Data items
-------------------------

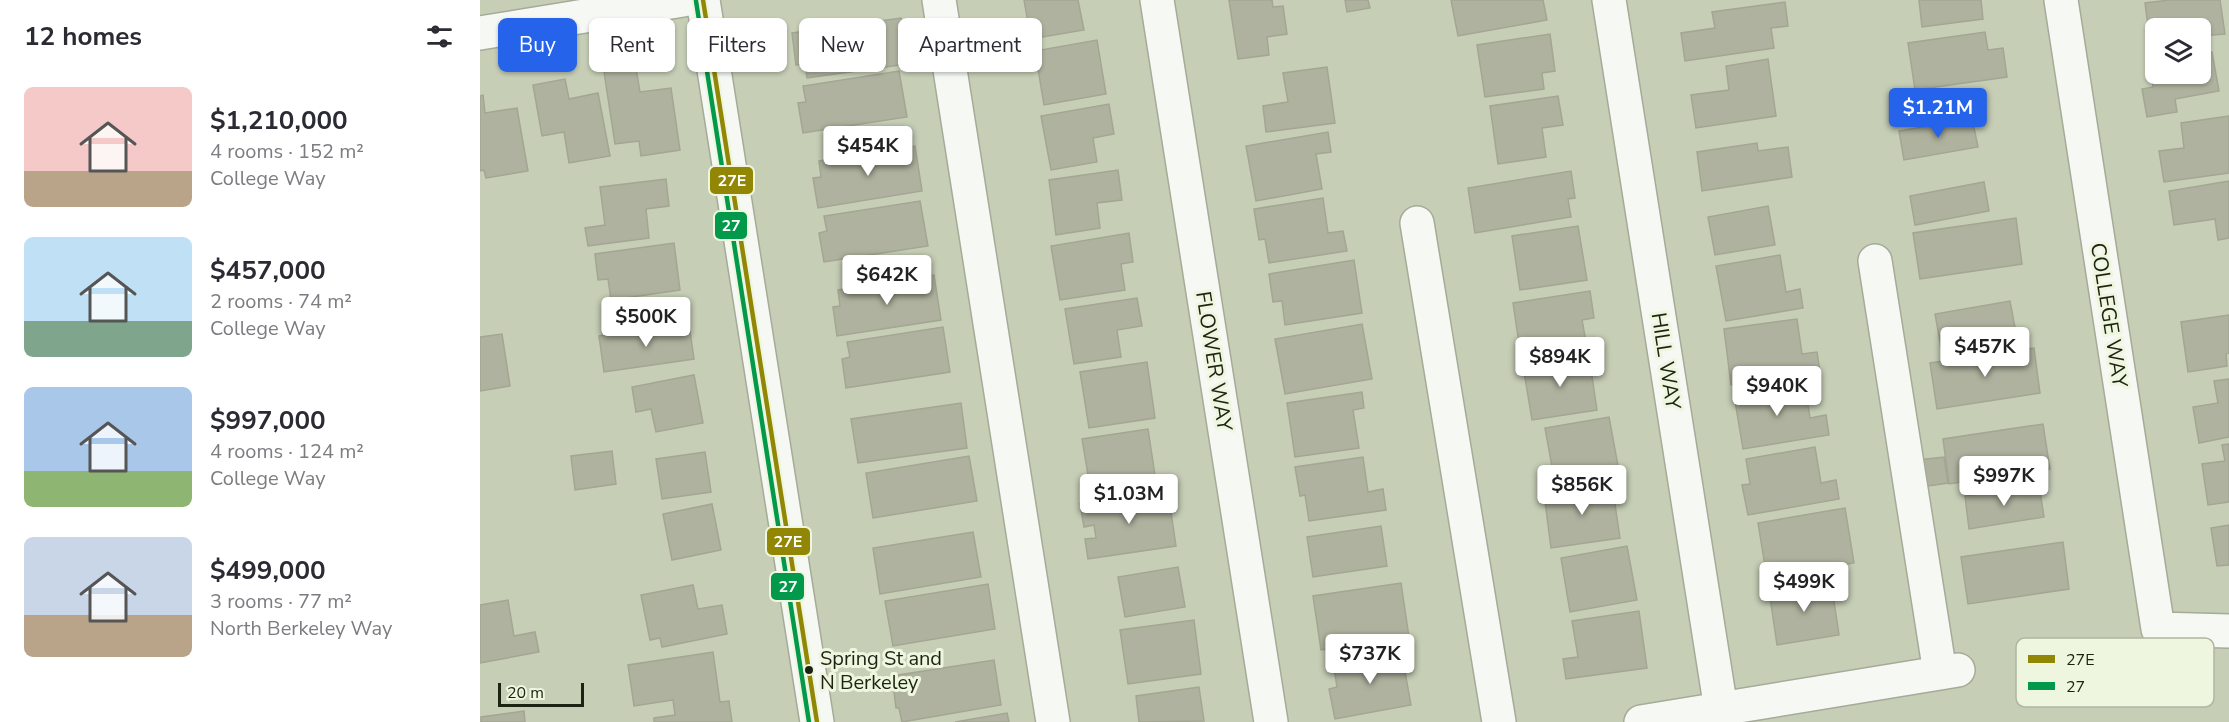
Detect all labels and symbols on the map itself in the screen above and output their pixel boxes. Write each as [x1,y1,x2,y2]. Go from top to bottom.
pin: $1.21M [1889,88,1987,139]
pin: $454K [826,126,910,177]
line badge: 27E [709,166,754,195]
text: 27E [718,170,746,192]
line badge: 27 [714,211,748,240]
text: 27 [721,215,741,237]
street label: COLLEGE WAY [2084,241,2134,390]
pin: $642K [845,255,929,306]
street label: FLOWER WAY [1189,289,1239,433]
pin: $500K [604,297,688,348]
street label: HILL WAY [1645,310,1688,412]
pin: $457K [1943,327,2027,378]
pin: $894K [1518,337,1602,388]
pin: $940K [1735,366,1819,417]
pin: $997K [1962,456,2046,507]
pin: $856K [1540,465,1624,516]
pin: $1.03M [1080,474,1178,525]
line badge: 27E [766,527,811,556]
text: 27E [774,531,802,553]
pin: $499K [1762,562,1846,613]
line badge: 27 [770,572,805,601]
text: 27 [778,576,798,598]
pin: $737K [1328,634,1412,685]
legend [2016,638,2214,707]
place label: Spring St and N Berkeley [820,645,942,696]
text: 27E [2066,649,2095,671]
marker: Spring St and N Berkeley [803,664,815,676]
text: 27 [2066,676,2085,698]
scale bar [498,680,584,708]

-------------------------

# What needs to be done
All entries must be written out again exactly as given, with no pictures in the copy.

# Task solution
Detect all labels and symbols on the map itself in the screen above and output their pixel boxes. Write each as [x1,y1,x2,y2]. Go from top to bottom.
pin: $1.21M [1889,88,1987,139]
pin: $454K [826,126,910,177]
line badge: 27E [709,166,754,195]
text: 27E [718,170,746,192]
line badge: 27 [714,211,748,240]
text: 27 [721,215,741,237]
street label: COLLEGE WAY [2084,241,2134,390]
pin: $642K [845,255,929,306]
street label: FLOWER WAY [1189,289,1239,433]
pin: $500K [604,297,688,348]
street label: HILL WAY [1645,310,1688,412]
pin: $457K [1943,327,2027,378]
pin: $894K [1518,337,1602,388]
pin: $940K [1735,366,1819,417]
pin: $997K [1962,456,2046,507]
pin: $856K [1540,465,1624,516]
pin: $1.03M [1080,474,1178,525]
line badge: 27E [766,527,811,556]
text: 27E [774,531,802,553]
pin: $499K [1762,562,1846,613]
line badge: 27 [770,572,805,601]
text: 27 [778,576,798,598]
pin: $737K [1328,634,1412,685]
legend [2016,638,2214,707]
place label: Spring St and N Berkeley [820,645,942,696]
text: 27E [2066,649,2095,671]
marker: Spring St and N Berkeley [803,664,815,676]
text: 27 [2066,676,2085,698]
scale bar [498,680,584,708]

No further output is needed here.